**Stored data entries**
########################################
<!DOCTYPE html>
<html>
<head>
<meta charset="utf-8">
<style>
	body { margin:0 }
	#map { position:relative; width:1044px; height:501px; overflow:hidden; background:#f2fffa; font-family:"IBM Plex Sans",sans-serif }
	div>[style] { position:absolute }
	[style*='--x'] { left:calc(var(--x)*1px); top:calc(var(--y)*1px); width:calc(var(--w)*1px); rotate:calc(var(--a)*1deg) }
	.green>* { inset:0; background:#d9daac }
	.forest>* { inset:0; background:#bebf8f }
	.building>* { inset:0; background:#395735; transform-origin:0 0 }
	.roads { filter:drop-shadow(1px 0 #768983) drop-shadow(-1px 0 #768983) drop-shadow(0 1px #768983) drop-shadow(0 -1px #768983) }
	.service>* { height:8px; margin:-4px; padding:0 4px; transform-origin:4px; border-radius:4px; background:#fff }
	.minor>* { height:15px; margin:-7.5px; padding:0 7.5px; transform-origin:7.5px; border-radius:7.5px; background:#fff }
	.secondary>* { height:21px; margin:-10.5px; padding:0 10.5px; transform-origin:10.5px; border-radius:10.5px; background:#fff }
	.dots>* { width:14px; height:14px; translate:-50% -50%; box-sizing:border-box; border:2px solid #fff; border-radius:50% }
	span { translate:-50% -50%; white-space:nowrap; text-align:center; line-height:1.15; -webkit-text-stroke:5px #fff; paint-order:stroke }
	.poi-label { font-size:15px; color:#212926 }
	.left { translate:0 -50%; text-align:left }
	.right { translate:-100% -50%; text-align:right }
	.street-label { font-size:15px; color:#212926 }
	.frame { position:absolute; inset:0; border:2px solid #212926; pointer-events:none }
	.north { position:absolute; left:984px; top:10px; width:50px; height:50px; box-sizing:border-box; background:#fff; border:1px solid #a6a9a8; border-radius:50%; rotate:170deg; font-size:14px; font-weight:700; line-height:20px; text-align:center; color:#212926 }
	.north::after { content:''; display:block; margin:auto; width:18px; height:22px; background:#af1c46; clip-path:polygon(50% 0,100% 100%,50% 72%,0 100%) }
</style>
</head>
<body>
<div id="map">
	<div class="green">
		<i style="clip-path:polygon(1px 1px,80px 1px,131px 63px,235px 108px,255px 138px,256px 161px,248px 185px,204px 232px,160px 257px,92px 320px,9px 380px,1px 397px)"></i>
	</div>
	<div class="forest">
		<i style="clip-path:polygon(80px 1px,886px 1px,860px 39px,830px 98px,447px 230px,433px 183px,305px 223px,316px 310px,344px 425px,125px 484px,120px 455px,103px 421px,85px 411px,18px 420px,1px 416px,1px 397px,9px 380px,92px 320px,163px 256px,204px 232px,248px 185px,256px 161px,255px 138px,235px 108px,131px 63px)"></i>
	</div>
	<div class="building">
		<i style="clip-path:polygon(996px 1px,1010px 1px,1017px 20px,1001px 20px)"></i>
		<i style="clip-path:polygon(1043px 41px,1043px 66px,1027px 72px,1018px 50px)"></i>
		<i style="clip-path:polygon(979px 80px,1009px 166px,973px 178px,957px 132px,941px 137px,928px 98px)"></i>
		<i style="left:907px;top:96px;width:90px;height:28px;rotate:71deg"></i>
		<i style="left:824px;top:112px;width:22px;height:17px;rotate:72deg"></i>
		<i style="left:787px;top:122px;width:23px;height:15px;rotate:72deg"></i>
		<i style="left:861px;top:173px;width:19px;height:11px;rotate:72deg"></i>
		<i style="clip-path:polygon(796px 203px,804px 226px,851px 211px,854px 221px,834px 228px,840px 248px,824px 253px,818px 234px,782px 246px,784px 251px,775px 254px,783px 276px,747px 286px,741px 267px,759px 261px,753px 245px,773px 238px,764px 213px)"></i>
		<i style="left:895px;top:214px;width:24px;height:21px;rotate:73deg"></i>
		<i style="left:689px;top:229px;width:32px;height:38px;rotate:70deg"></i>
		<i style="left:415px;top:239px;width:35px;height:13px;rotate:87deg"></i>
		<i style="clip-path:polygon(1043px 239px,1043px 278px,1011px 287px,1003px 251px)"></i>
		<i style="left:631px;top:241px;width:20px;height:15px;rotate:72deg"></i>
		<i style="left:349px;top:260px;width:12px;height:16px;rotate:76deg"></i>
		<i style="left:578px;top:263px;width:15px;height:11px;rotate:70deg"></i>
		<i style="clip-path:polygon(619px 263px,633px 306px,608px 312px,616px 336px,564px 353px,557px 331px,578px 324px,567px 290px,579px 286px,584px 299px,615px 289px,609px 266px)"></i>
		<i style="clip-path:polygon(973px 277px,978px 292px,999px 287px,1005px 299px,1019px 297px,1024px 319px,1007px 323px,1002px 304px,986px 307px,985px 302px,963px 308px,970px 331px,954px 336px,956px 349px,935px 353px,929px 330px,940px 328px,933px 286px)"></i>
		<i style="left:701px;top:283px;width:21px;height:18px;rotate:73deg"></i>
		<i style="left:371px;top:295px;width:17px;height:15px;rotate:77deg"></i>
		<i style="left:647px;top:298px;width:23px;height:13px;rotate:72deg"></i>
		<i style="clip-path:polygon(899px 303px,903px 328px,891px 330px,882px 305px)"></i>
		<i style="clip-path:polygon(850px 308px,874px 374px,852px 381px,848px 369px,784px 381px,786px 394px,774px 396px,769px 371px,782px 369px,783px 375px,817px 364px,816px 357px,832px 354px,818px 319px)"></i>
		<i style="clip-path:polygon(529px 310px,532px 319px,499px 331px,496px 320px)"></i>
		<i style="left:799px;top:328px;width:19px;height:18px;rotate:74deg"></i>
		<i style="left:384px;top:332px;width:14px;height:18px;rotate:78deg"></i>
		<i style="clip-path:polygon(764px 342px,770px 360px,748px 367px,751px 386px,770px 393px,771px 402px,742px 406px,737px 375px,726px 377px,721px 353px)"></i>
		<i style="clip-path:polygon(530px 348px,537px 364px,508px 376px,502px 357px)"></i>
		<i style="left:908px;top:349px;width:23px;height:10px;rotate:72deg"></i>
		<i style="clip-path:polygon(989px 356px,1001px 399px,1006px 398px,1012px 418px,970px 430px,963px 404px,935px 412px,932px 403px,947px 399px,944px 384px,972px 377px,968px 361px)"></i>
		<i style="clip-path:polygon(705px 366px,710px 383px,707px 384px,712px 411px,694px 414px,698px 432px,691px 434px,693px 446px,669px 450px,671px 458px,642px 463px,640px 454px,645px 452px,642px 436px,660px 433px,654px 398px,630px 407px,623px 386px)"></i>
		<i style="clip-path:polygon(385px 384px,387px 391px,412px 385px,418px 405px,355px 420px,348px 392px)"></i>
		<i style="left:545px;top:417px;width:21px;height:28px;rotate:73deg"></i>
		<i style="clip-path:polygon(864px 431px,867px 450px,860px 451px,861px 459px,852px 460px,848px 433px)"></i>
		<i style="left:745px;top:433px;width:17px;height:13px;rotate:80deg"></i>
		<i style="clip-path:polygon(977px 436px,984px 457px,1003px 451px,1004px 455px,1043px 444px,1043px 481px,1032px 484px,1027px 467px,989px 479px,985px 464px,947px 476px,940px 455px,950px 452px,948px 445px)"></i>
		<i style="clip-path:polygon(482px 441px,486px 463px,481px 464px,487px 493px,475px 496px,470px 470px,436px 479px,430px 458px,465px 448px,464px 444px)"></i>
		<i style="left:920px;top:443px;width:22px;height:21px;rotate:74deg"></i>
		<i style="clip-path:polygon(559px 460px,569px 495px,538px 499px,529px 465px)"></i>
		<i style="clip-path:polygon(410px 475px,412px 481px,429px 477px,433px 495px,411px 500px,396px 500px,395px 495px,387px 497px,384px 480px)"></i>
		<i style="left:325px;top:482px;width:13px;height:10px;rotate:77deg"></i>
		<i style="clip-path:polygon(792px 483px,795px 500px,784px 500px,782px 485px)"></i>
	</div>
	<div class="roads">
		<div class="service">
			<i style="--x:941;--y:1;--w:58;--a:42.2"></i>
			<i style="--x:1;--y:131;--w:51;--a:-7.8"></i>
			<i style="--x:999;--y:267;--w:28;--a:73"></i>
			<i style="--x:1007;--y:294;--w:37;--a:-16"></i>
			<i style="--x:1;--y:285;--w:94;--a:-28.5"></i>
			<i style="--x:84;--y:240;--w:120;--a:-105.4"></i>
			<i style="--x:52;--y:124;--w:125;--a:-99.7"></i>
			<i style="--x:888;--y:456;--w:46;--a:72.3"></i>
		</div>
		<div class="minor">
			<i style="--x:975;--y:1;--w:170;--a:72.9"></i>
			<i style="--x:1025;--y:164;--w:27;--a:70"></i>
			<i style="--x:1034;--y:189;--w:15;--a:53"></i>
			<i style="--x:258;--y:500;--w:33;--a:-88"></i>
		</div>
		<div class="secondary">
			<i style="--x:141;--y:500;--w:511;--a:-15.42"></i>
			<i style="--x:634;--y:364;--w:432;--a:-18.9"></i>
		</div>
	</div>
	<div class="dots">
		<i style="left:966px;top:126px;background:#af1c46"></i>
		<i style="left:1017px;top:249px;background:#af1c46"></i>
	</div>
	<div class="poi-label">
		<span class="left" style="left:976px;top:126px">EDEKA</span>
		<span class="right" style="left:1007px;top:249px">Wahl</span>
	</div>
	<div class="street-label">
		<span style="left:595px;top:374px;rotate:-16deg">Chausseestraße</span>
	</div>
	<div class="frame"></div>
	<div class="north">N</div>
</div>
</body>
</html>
########################################
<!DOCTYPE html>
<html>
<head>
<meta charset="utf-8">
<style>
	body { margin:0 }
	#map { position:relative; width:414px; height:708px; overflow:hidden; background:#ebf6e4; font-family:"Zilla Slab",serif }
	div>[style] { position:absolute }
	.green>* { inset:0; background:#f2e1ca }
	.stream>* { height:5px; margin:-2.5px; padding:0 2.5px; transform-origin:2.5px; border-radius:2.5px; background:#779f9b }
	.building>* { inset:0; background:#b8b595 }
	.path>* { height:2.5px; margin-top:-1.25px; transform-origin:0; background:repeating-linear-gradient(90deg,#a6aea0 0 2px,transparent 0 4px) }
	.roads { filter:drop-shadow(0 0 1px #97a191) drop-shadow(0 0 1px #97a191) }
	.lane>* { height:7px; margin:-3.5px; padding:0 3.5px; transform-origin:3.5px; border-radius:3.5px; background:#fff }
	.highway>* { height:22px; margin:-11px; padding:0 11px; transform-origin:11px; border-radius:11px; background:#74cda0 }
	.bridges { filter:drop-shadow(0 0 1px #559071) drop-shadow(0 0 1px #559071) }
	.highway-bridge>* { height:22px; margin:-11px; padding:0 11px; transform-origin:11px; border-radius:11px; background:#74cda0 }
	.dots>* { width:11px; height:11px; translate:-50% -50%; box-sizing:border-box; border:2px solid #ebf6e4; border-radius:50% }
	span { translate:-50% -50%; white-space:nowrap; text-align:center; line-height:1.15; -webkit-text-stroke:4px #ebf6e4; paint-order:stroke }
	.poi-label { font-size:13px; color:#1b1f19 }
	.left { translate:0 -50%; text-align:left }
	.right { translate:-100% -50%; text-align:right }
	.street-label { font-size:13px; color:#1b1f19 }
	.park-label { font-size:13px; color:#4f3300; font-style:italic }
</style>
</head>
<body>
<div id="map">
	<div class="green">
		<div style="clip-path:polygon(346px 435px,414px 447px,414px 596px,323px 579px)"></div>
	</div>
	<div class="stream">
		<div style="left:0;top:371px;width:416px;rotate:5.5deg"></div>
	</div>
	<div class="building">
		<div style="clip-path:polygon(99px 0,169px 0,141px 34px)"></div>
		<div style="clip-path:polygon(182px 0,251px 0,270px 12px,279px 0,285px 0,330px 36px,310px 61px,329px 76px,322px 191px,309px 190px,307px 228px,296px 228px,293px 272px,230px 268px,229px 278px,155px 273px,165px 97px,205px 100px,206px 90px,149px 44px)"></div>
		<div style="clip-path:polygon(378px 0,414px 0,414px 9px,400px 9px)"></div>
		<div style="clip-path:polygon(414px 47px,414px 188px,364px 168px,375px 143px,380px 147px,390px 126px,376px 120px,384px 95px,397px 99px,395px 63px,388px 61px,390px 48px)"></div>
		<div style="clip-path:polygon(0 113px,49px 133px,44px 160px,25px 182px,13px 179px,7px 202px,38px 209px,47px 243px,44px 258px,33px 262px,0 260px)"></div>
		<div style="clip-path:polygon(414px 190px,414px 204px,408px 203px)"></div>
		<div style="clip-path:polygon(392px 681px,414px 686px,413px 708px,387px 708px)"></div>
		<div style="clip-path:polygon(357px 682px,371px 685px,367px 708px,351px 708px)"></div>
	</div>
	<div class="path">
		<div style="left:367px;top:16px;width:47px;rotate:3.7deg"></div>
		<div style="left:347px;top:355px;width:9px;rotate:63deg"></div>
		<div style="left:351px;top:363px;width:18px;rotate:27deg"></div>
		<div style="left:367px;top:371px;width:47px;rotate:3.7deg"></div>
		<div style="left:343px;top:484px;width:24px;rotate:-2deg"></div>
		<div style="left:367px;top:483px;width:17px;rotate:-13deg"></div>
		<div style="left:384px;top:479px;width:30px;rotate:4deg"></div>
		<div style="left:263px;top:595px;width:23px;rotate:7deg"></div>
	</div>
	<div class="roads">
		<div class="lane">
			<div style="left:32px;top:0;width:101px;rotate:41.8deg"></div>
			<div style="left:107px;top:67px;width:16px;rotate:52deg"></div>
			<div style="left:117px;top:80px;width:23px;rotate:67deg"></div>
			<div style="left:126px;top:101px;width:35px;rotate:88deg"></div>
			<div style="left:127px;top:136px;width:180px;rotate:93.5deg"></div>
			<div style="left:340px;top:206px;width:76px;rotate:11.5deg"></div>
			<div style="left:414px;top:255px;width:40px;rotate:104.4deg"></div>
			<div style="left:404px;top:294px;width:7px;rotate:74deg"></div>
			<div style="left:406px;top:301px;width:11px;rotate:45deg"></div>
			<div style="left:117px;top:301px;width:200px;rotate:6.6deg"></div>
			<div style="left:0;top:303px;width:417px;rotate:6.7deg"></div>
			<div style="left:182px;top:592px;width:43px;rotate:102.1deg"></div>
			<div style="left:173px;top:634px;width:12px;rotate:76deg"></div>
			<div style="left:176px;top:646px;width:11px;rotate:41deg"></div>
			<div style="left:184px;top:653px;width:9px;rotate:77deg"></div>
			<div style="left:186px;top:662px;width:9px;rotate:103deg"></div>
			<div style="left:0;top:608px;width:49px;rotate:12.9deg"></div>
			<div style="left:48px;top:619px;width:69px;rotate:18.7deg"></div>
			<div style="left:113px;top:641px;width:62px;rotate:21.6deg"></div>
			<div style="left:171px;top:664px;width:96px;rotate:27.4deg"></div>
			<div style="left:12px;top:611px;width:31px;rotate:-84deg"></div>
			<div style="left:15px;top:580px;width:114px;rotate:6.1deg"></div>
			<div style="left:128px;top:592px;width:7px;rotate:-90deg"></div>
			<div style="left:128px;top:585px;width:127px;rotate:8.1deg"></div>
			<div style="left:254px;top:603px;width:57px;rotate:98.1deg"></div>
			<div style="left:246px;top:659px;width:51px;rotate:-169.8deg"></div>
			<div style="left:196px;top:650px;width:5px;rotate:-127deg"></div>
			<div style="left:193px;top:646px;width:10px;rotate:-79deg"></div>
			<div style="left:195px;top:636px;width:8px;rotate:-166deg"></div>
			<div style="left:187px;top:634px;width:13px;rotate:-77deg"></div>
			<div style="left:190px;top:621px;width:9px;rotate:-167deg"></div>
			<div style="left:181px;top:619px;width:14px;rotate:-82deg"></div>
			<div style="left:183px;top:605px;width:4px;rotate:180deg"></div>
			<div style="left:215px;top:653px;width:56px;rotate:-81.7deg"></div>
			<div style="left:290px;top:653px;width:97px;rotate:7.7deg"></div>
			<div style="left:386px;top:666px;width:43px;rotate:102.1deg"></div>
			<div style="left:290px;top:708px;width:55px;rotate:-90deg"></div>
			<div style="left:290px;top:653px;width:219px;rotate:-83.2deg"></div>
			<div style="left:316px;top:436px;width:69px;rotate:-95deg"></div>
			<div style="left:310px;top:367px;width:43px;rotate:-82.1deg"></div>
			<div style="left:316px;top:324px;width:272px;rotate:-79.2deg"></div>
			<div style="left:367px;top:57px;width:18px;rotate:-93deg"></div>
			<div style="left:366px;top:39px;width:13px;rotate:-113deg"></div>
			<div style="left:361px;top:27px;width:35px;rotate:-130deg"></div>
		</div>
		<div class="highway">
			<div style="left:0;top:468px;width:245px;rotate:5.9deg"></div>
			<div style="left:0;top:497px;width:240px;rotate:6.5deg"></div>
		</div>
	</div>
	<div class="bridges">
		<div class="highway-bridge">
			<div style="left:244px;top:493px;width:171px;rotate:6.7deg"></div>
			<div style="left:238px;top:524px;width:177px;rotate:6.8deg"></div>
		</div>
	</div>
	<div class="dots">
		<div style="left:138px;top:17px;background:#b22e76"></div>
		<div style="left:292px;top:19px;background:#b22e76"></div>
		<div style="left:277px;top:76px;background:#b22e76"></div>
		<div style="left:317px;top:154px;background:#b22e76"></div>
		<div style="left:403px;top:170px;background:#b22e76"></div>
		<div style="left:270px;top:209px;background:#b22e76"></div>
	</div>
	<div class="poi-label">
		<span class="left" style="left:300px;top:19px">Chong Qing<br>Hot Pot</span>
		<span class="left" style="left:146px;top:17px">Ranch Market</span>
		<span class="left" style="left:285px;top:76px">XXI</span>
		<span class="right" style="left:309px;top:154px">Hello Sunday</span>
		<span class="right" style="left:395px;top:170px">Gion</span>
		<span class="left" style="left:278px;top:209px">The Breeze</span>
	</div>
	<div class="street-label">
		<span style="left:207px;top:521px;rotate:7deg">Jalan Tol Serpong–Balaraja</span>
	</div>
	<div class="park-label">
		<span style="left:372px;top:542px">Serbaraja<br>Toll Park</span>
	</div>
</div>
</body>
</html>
########################################
**Exercise**
For the records above, give the number of lines that include the string "space", with nothing added.

**Solution for this task**
2